Problem statement → The reply must consist of the complete listing, reproduced exactly, with no images included.

Data excerpts →
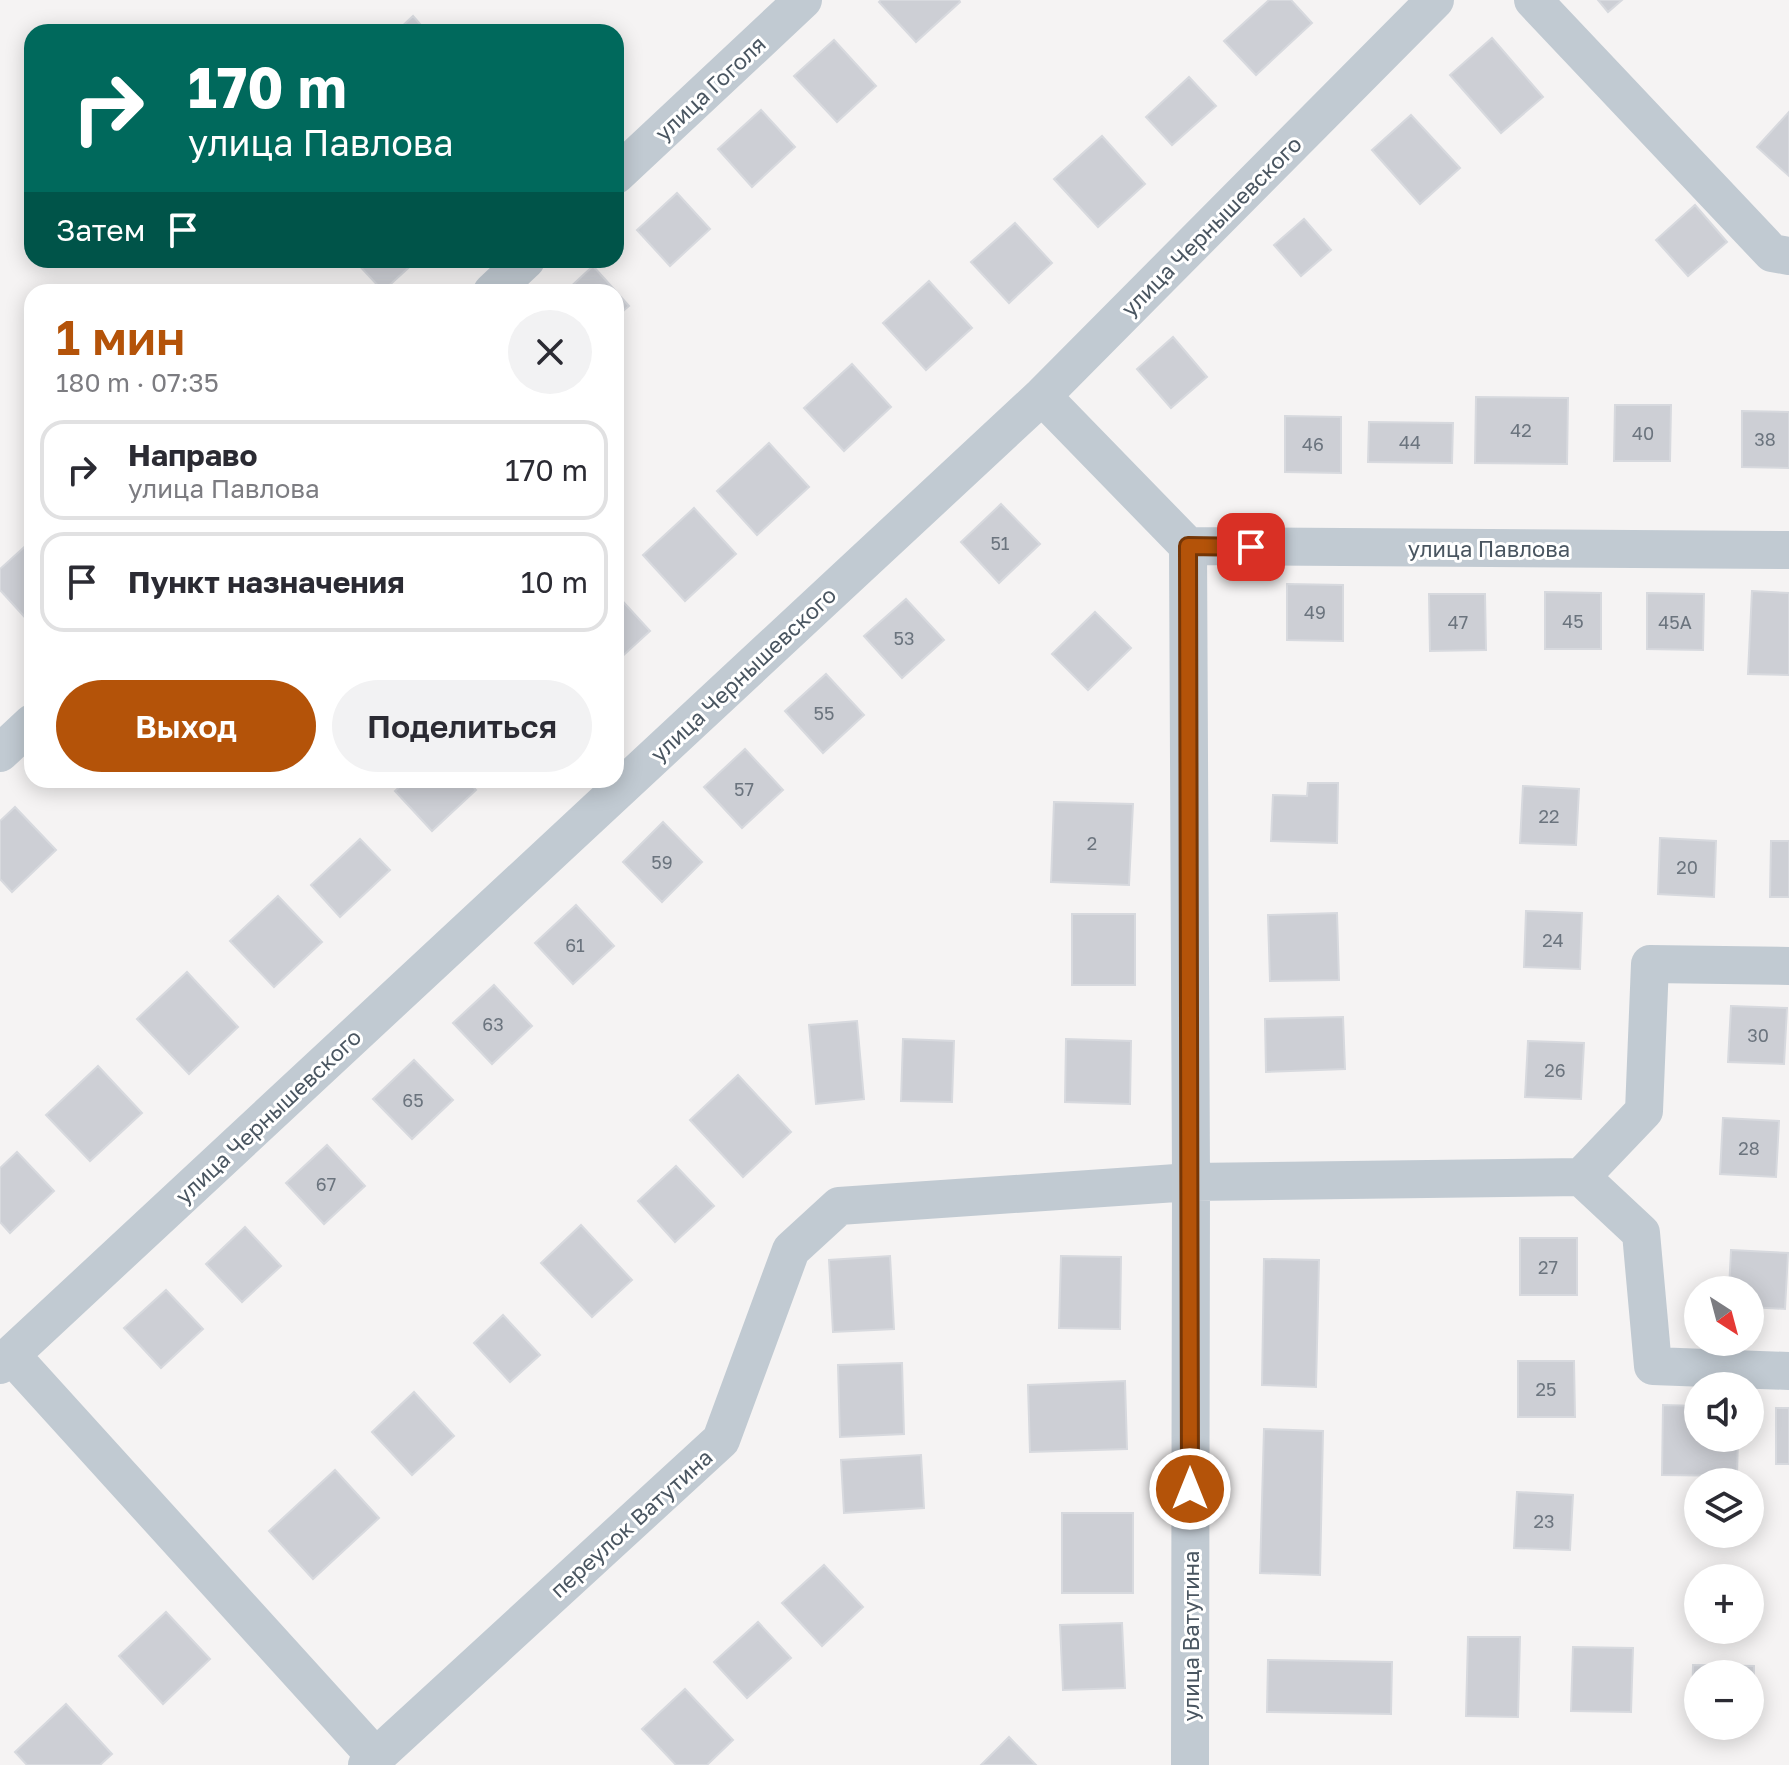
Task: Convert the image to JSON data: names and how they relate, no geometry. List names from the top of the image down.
{
  "streets": {
    "street": [
      "улица Гоголя",
      "улица Чернышевского",
      "улица Павлова",
      "переулок Ватутина",
      "улица Ватутина"
    ]
  },
  "crossings": [
    ["улица Павлова", "улица Ватутина"],
    ["переулок Ватутина", "улица Ватутина"]
  ],
  "house_numbers": [
    "42",
    "40",
    "38",
    "44",
    "46",
    "51",
    "49",
    "45",
    "47",
    "45А",
    "53",
    "55",
    "57",
    "22",
    "2",
    "59",
    "20",
    "24",
    "61",
    "63",
    "30",
    "26",
    "65",
    "28",
    "67",
    "27",
    "25",
    "23"
  ],
  "north": "bottom right",
  "page": {
    "turn": ["170 m", "улица Павлова"],
    "then": "Затем",
    "heading": ["1 мин", "180 m · 07:35"],
    "list": [
      {
        "name": "Направо",
        "note": "улица Павлова",
        "value": "170 m"
      },
      {
        "name": "Пункт назначения",
        "value": "10 m"
      }
    ],
    "buttons": ["Выход", "Поделиться"],
    "map_buttons": ["+", "−"]
  }
}
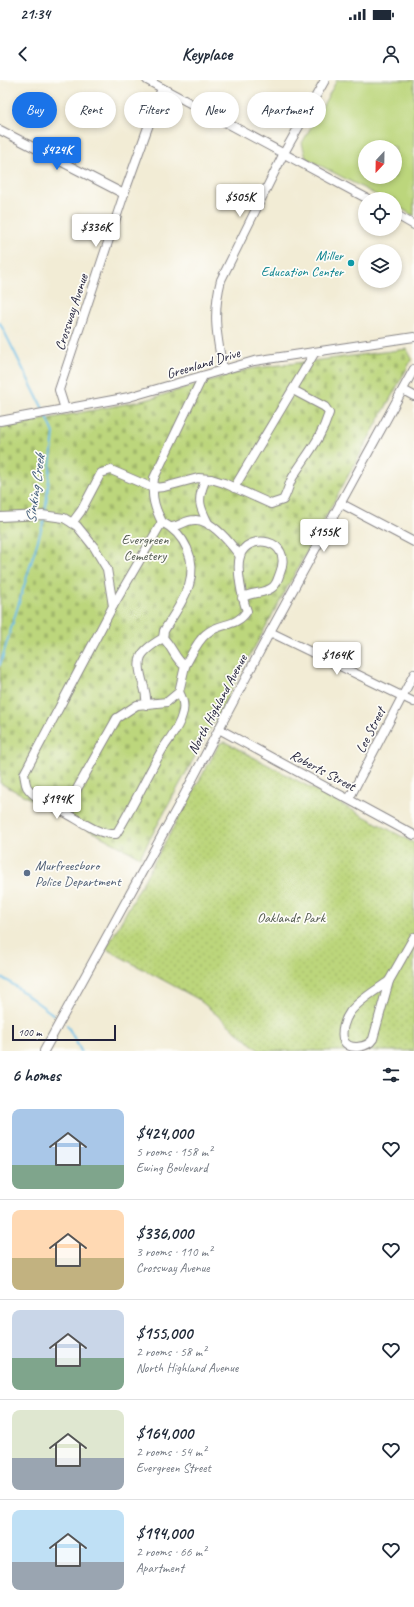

Solution to this exercise →
Task: Convert the image to JSON data: names and how they relate, no geometry. List names from the top of the image down.
{
  "streets": {
    "street": [
      "улица Гоголя",
      "улица Чернышевского",
      "улица Павлова",
      "переулок Ватутина",
      "улица Ватутина"
    ]
  },
  "crossings": [
    ["улица Павлова", "улица Ватутина"],
    ["переулок Ватутина", "улица Ватутина"]
  ],
  "house_numbers": [
    "42",
    "40",
    "38",
    "44",
    "46",
    "51",
    "49",
    "45",
    "47",
    "45А",
    "53",
    "55",
    "57",
    "22",
    "2",
    "59",
    "20",
    "24",
    "61",
    "63",
    "30",
    "26",
    "65",
    "28",
    "67",
    "27",
    "25",
    "23"
  ],
  "north": "bottom right",
  "page": {
    "turn": ["170 m", "улица Павлова"],
    "then": "Затем",
    "heading": ["1 мин", "180 m · 07:35"],
    "list": [
      {
        "name": "Направо",
        "note": "улица Павлова",
        "value": "170 m"
      },
      {
        "name": "Пункт назначения",
        "value": "10 m"
      }
    ],
    "buttons": ["Выход", "Поделиться"],
    "map_buttons": ["+", "−"]
  }
}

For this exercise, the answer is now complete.